**Directions for this task**
I need the lines below from the one with "390px,437px 419px,429px 436px,464px" down to the one with "772px,875px 812px,895px 792px,932px" reproduced exactly, both ends included, and nothing else.
----------
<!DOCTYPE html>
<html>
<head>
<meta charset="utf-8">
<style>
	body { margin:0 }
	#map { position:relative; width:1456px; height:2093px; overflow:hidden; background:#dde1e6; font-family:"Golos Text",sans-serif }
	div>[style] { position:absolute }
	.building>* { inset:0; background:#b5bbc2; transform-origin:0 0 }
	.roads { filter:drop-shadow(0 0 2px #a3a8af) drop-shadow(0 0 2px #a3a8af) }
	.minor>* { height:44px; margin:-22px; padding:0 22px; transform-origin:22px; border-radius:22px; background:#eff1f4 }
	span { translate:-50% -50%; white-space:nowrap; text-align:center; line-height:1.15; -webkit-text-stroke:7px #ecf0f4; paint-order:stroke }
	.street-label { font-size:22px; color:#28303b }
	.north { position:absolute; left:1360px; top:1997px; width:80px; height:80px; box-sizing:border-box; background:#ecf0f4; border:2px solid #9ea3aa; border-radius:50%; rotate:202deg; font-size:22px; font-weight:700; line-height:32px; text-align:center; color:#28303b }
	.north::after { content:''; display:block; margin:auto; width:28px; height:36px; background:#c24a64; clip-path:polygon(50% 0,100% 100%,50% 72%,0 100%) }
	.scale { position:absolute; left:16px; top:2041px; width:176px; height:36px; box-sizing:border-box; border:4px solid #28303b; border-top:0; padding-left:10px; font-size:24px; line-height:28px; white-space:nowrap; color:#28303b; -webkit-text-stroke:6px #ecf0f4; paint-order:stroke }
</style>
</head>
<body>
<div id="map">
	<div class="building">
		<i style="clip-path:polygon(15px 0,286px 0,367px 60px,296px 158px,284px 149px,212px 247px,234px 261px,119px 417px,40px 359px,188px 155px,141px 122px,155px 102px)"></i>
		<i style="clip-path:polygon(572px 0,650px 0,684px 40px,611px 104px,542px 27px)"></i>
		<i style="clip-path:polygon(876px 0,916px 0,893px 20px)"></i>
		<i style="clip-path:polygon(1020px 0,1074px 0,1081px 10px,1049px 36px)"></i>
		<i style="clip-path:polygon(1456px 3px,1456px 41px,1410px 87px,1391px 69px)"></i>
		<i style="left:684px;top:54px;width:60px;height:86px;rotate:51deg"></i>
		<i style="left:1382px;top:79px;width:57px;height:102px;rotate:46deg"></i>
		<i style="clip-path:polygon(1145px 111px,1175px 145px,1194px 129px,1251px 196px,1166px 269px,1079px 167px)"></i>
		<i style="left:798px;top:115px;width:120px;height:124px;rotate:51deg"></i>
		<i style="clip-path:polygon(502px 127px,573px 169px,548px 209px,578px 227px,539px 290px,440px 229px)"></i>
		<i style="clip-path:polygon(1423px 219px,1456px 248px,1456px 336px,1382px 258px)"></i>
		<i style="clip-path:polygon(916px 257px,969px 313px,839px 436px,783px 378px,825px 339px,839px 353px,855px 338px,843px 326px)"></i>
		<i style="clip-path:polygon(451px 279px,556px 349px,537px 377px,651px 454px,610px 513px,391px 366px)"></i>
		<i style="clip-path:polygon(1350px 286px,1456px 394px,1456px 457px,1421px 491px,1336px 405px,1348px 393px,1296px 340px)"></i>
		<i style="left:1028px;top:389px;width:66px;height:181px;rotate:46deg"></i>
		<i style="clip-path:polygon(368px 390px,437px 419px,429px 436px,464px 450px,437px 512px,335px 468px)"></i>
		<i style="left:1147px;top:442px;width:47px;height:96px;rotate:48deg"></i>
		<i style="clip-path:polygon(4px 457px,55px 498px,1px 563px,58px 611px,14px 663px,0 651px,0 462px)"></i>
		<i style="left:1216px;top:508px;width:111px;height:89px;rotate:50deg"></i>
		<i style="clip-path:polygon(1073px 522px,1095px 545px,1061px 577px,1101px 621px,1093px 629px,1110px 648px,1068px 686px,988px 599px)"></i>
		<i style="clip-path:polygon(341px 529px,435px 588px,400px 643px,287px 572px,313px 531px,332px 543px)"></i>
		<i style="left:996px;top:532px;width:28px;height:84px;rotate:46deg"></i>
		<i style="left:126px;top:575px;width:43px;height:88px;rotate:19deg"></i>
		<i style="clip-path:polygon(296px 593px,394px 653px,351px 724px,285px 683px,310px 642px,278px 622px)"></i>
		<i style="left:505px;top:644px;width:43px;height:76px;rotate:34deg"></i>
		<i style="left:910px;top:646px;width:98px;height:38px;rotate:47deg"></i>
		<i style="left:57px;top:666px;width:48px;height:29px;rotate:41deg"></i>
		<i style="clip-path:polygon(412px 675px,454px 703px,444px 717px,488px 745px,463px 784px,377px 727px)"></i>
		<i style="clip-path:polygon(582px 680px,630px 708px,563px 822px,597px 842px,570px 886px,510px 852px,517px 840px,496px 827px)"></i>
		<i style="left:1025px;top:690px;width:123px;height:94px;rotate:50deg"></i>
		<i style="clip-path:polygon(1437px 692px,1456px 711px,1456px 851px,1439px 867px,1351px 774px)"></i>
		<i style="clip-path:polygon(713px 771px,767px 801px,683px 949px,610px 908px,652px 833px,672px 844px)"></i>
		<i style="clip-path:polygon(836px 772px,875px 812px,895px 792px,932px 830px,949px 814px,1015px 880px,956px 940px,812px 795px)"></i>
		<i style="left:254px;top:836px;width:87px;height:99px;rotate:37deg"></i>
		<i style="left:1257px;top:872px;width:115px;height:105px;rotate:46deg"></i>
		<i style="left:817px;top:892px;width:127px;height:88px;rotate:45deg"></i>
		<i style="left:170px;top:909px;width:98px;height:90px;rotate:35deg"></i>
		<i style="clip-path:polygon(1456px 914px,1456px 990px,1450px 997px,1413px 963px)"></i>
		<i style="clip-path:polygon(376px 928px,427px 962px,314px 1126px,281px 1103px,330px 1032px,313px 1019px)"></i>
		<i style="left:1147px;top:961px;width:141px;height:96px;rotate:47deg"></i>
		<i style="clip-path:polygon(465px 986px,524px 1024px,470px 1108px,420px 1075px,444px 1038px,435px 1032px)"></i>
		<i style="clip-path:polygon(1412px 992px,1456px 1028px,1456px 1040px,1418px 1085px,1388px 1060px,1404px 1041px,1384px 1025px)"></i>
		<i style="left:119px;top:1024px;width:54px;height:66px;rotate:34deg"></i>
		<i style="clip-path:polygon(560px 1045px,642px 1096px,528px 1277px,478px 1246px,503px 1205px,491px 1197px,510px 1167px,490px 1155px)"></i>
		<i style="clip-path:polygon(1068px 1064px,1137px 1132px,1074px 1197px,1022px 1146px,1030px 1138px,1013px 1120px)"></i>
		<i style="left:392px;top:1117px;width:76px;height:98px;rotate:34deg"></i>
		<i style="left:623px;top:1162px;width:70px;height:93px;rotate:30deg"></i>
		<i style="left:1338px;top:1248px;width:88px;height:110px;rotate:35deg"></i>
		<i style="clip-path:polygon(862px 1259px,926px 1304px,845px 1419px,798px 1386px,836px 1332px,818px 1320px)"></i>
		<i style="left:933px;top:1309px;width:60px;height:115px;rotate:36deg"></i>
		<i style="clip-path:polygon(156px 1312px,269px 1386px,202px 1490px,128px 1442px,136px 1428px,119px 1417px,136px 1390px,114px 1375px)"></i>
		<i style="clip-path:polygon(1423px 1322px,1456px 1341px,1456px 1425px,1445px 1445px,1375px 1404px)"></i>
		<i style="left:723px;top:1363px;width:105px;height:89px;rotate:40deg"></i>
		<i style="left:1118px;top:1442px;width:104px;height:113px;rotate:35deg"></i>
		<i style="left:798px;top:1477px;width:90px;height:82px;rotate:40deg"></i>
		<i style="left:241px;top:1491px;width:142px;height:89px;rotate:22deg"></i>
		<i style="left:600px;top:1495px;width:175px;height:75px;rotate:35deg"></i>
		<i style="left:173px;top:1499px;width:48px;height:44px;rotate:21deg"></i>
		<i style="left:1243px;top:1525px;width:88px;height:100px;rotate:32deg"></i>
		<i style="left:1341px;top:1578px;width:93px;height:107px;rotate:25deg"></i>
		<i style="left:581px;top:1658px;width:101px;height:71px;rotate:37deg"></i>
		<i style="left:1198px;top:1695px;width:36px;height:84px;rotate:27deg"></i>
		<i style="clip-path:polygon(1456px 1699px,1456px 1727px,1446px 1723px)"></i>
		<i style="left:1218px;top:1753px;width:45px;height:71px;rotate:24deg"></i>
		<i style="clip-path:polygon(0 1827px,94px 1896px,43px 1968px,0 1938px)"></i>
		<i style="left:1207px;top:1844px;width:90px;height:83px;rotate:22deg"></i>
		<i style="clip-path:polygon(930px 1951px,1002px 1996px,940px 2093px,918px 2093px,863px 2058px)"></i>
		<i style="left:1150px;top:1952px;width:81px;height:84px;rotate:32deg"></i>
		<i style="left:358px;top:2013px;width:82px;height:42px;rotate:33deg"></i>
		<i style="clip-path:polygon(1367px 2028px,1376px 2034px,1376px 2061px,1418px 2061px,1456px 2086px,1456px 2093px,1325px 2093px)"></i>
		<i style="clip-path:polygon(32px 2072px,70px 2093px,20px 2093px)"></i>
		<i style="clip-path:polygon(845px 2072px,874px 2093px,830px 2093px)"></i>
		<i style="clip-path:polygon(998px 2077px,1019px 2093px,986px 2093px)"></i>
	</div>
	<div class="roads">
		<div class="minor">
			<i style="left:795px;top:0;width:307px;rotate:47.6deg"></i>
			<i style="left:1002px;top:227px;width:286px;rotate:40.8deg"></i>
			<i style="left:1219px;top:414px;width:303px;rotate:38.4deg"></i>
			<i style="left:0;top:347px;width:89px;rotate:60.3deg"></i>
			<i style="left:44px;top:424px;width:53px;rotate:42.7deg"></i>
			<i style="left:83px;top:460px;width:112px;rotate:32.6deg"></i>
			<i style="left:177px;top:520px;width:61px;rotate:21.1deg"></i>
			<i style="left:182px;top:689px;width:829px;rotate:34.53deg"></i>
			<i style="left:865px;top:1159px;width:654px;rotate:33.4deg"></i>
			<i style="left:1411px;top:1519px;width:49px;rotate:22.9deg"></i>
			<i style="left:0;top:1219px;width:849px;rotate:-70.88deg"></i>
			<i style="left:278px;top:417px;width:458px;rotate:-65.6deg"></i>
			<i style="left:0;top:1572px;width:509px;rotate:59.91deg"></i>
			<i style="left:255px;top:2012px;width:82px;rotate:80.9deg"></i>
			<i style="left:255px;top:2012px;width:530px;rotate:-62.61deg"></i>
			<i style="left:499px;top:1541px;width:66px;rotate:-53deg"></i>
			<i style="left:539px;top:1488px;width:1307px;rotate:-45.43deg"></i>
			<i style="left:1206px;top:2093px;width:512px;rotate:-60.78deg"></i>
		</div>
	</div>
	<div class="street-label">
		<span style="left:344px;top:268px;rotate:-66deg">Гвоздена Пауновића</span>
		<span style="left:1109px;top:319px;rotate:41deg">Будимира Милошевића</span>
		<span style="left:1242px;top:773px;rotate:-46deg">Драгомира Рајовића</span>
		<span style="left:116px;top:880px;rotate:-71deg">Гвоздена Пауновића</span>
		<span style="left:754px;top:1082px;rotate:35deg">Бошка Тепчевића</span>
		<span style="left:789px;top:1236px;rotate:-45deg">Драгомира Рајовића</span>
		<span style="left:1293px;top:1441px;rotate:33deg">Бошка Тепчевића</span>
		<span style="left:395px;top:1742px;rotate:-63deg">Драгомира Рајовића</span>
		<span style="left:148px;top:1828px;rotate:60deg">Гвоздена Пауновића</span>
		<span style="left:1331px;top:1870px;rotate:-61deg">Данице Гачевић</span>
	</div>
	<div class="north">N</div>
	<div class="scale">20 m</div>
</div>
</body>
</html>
----------
**Answer for this exercise**
		<i style="clip-path:polygon(368px 390px,437px 419px,429px 436px,464px 450px,437px 512px,335px 468px)"></i>
		<i style="left:1147px;top:442px;width:47px;height:96px;rotate:48deg"></i>
		<i style="clip-path:polygon(4px 457px,55px 498px,1px 563px,58px 611px,14px 663px,0 651px,0 462px)"></i>
		<i style="left:1216px;top:508px;width:111px;height:89px;rotate:50deg"></i>
		<i style="clip-path:polygon(1073px 522px,1095px 545px,1061px 577px,1101px 621px,1093px 629px,1110px 648px,1068px 686px,988px 599px)"></i>
		<i style="clip-path:polygon(341px 529px,435px 588px,400px 643px,287px 572px,313px 531px,332px 543px)"></i>
		<i style="left:996px;top:532px;width:28px;height:84px;rotate:46deg"></i>
		<i style="left:126px;top:575px;width:43px;height:88px;rotate:19deg"></i>
		<i style="clip-path:polygon(296px 593px,394px 653px,351px 724px,285px 683px,310px 642px,278px 622px)"></i>
		<i style="left:505px;top:644px;width:43px;height:76px;rotate:34deg"></i>
		<i style="left:910px;top:646px;width:98px;height:38px;rotate:47deg"></i>
		<i style="left:57px;top:666px;width:48px;height:29px;rotate:41deg"></i>
		<i style="clip-path:polygon(412px 675px,454px 703px,444px 717px,488px 745px,463px 784px,377px 727px)"></i>
		<i style="clip-path:polygon(582px 680px,630px 708px,563px 822px,597px 842px,570px 886px,510px 852px,517px 840px,496px 827px)"></i>
		<i style="left:1025px;top:690px;width:123px;height:94px;rotate:50deg"></i>
		<i style="clip-path:polygon(1437px 692px,1456px 711px,1456px 851px,1439px 867px,1351px 774px)"></i>
		<i style="clip-path:polygon(713px 771px,767px 801px,683px 949px,610px 908px,652px 833px,672px 844px)"></i>
		<i style="clip-path:polygon(836px 772px,875px 812px,895px 792px,932px 830px,949px 814px,1015px 880px,956px 940px,812px 795px)"></i>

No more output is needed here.